It’s no secret that most US adults have poor cardiovascular health. Yet, what astonished researchers the most was that US kids aren’t faring any better!
According to the latest data from the American Heart Association (AHA), fewer than 30% of children (ages 2–19) got passing grades for their cardiovascular health. Worse yet, the scores got lower with age.
Out of the 9,900 kids tested, 33% of 6- to 11-year-olds scored well on the test, as did 56% of youngsters between the ages of 2 and 5, yet merely 14% of teenagers (12–19) showed satisfactory results.
Moreover, out of the surveyed 23,400 people (across all ages), more than two-thirds scored low on AHA’s new cardiovascular-health assessment tool — Life’s Essential 8.
This system evaluates heart health by accounting for risk factors in eight categories, including diet, physical activity, body mass index (BMI), and body fat percentage.
Participants were also rated for their sleep time, nicotine exposure, and blood parameters, including sugar, cholesterol levels, and blood pressure.
Researchers compared all the mentioned criteria with five-year data (2013–2018) obtained from the National Health and Nutrition Survey.
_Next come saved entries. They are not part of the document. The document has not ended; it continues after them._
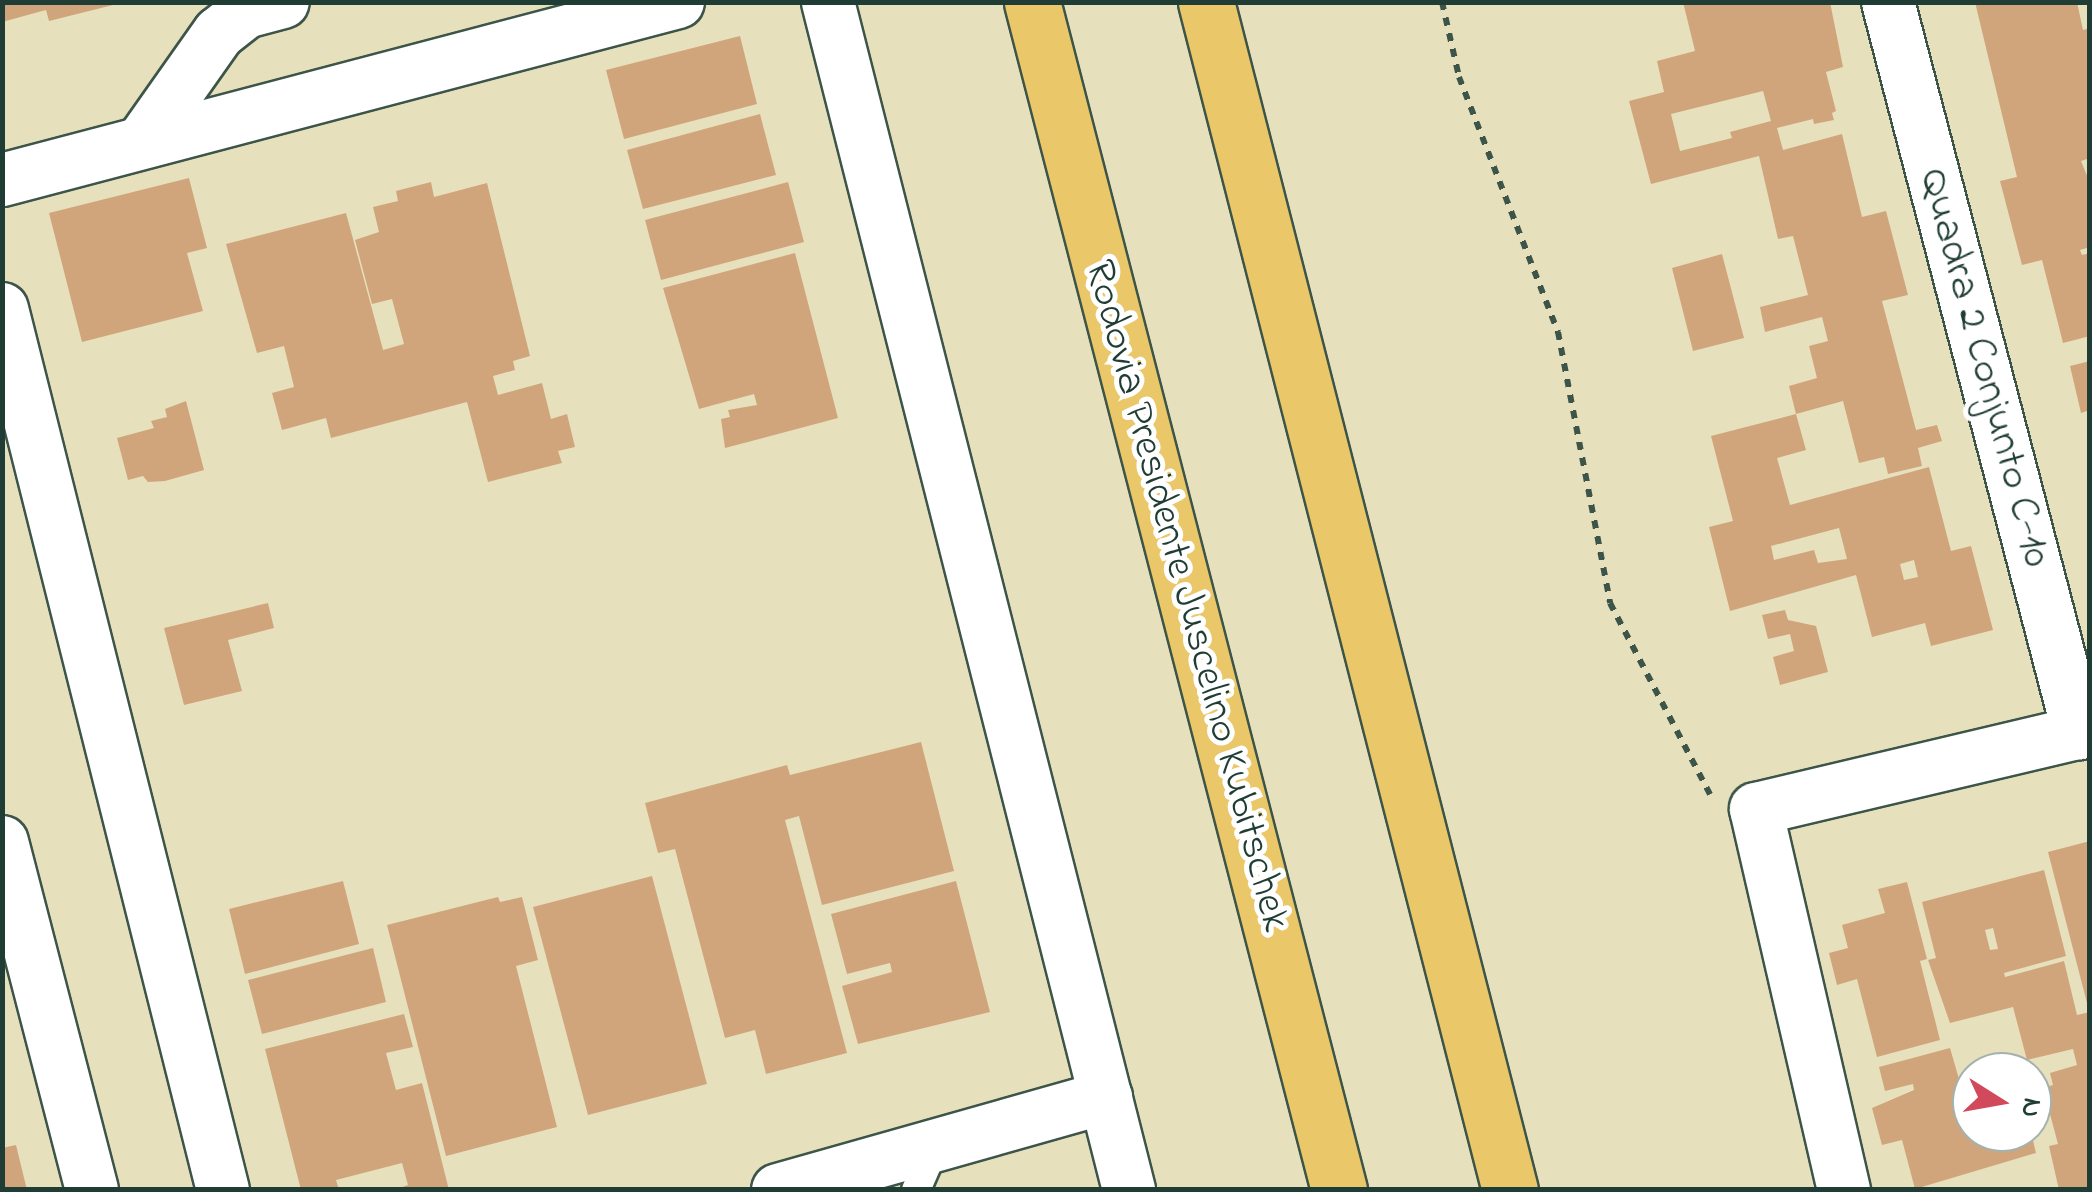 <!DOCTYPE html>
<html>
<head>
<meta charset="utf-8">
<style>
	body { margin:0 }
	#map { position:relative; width:2092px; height:1192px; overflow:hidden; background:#e7e0bd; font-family:"Indie Flower",sans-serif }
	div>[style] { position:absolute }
	.building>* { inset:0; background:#d1a57c }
	.path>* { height:6px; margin-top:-3px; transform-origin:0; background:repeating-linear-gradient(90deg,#3d5549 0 8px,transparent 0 16px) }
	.roads { filter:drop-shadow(2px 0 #3d5549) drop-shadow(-2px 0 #3d5549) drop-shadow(0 2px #3d5549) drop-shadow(0 -2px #3d5549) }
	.lane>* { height:28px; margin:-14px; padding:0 14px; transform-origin:14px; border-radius:14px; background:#fff }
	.street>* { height:52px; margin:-26px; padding:0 26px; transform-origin:26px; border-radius:26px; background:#fff }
	.highway>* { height:55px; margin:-27.5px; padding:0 27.5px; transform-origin:27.5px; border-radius:27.5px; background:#eac769 }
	span { translate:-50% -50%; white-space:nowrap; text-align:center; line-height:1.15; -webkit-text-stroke:10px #fff; paint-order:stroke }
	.street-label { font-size:42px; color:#1f3d34 }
	.frame { position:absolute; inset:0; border:5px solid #1f3d34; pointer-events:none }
	.north { position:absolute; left:1952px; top:1052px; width:100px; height:100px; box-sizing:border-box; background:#fff; border:2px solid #a5b1ae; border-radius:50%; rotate:101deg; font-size:28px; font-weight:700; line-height:40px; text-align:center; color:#1f3d34 }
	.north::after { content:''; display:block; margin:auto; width:35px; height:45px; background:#d1495b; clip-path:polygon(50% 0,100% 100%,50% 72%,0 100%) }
</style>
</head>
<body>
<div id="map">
	<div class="building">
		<i style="clip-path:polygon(2px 2px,117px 2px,117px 4px,49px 21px,46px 10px,2px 22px)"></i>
		<i style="clip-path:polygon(evenodd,1683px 2px,1830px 2px,1843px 67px,1826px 72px,1836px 111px,1832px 113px,1834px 120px,1814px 124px,1813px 119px,1777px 128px,1783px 150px,1842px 134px,1862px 217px,1886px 211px,1908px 295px,1882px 301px,1916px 430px,1937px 425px,1942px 441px,1918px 448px,1922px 466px,1888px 474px,1884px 457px,1859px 463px,1843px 401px,1796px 414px,1789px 386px,1817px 378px,1809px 346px,1828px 341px,1822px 317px,1765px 332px,1760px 307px,1808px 295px,1793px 236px,1778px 239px,1759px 156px,1651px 184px,1629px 101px,1664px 92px,1657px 61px,1695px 51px,1683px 2px,1763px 91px,1771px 121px,1730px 132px,1732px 138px,1680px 151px,1671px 114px,1763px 91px)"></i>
		<i style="clip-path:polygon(1975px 2px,2077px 2px,2083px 30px,2090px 28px,2090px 158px,2081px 161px,2090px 183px,2090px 247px,2080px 250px,2082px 255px,2090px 253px,2090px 336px,2063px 343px,2042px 260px,2022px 265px,2000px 181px,2017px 177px)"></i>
		<i style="clip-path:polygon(740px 36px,757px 104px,624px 139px,606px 70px)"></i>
		<i style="clip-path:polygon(760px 114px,776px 175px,643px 209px,627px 150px)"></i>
		<i style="clip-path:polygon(189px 178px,207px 248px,187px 253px,203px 311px,82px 342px,49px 213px)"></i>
		<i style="clip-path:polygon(431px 182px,434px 197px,487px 183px,530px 356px,513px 361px,515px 370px,493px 376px,498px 395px,542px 383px,551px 419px,567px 414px,575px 447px,558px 451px,562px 463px,488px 482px,467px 402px,331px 438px,326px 418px,282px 430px,272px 393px,294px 387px,284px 346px,257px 353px,226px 244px,346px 213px,395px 394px,383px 350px,404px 344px,392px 299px,372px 304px,355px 240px,379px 232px,373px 207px,398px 201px,396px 191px)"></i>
		<i style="clip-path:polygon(788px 182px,804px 242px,661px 280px,645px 220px)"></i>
		<i style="clip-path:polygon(795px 253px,838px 418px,725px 448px,721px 419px,730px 417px,728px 410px,757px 405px,754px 394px,699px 409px,663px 288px)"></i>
		<i style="clip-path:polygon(1722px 254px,1744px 338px,1693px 351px,1672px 268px)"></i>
		<i style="clip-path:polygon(2090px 361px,2090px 410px,2081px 413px,2070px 366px)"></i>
		<i style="clip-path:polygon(186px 401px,204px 470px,165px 481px,148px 482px,143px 476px,128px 480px,117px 438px,154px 428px,151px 421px,167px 417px,165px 409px)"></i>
		<i style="clip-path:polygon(evenodd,1796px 414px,1806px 450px,1777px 458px,1790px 505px,1929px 467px,1951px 551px,1971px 546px,1993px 630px,1931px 646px,1925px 623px,1872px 637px,1856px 575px,1730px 611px,1709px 527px,1733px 521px,1711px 436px,1796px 414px,1839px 528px,1847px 559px,1818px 563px,1814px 550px,1774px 560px,1771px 546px,1839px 528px,1796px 414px,1914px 560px,1918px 577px,1904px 580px,1900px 564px,1914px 560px)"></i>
		<i style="clip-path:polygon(268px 603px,274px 628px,228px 640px,242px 691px,184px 705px,164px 628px)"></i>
		<i style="clip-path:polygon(1785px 610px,1788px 620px,1816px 626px,1828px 672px,1780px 685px,1773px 657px,1794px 651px,1790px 634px,1768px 639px,1762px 615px)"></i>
		<i style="clip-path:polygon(921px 742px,954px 871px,822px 905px,799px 816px,785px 820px,847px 1053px,766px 1074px,755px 1030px,725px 1038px,675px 849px,658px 853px,645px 803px,787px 765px,790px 775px)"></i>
		<i style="clip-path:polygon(2090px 841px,2090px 1007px,2088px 1007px,2048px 852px)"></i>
		<i style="clip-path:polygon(evenodd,2044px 870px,2066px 956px,2004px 973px,2005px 977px,2064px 961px,2077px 1015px,2090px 1012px,2090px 1190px,2059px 1190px,2049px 1146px,2058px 1144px,2043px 1088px,2053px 1085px,2050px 1073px,2077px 1065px,2073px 1049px,2027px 1060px,2013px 1007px,1950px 1023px,1928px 960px,1936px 958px,1922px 902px,2044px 870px,1993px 928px,1998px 949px,1990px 950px,1985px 930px,1993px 928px)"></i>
		<i style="clip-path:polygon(652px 876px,707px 1084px,588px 1115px,533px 907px)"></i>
		<i style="clip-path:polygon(343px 881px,359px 944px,245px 974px,229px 909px)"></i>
		<i style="clip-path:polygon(956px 881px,990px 1012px,858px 1044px,842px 986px,892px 972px,890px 963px,847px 974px,831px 914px)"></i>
		<i style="clip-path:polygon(1907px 882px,1927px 959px,1920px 961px,1940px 1040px,1877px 1057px,1857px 979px,1837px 985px,1829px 953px,1848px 948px,1842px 925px,1885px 913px,1878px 889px)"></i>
		<i style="clip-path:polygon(498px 897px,500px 902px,522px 897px,538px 960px,516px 966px,557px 1127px,446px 1156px,387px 925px)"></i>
		<i style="clip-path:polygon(373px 948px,386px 1002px,262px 1034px,248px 980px)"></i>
		<i style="clip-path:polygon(404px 1014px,413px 1047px,386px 1053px,396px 1090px,422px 1083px,449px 1190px,394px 1190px,408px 1185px,402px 1163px,336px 1180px,339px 1190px,301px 1190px,265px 1049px)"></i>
		<i style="clip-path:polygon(1950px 1048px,1959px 1079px,1972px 1076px,1972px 1132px,2031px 1132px,2036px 1153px,1915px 1189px,1902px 1140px,1882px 1145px,1872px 1108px,1914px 1090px,1913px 1084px,1885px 1091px,1879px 1067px)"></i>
		<i style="clip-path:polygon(2013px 1065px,2015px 1072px,1990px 1072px,1990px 1071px)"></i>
		<i style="clip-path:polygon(16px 1145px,27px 1190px,2px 1190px,2px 1148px)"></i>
	</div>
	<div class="path">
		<i style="left:1442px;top:2px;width:77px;rotate:77.2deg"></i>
		<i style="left:1459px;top:77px;width:274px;rotate:68.8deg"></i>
		<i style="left:1558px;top:332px;width:276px;rotate:79.1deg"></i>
		<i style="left:1610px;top:603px;width:216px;rotate:62.4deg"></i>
	</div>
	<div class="roads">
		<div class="lane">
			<i style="left:916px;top:1190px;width:50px;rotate:-66.5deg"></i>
		</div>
		<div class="street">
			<i style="left:828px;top:2px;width:1226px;rotate:75.78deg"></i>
			<i style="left:1888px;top:2px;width:756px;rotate:75.36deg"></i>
			<i style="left:142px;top:142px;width:133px;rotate:-54.8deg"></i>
			<i style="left:219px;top:33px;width:34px;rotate:-38deg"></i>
			<i style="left:246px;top:12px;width:38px;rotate:-15deg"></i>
			<i style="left:2px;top:180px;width:699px;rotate:-14.75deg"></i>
			<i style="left:2px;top:309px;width:908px;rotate:75.92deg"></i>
			<i style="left:2px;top:842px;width:359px;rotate:75.5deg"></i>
			<i style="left:778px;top:1190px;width:341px;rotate:-15.8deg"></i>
			<i style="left:1844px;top:1190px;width:391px;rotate:-103deg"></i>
			<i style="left:1756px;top:809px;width:343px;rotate:-13.3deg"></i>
		</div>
		<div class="highway">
			<i style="left:1032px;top:2px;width:1227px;rotate:75.51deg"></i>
			<i style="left:1206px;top:2px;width:1226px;rotate:75.65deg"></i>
		</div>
	</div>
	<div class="street-label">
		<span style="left:1984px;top:368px;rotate:75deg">Quadra 2 Conjunto C-10</span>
		<span style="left:1186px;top:596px;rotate:75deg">Rodovia Presidente Juscelino Kubitschek</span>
	</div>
	<div class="frame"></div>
	<div class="north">N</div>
</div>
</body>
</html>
And like adults, the weakest link regarding children’s heart care was — you guessed it — poor diet.
But that’s just the tip of the iceberg!
Statistics show that 1 in 3 American children is physically inactive while pediatricians recommend at least one hour of physical activity per day.
Cardiovascular issues are the leading cause of health complications (and fatalities) both in America and worldwide. Still, most people don’t realize that it all starts much sooner than we think — namely, in childhood.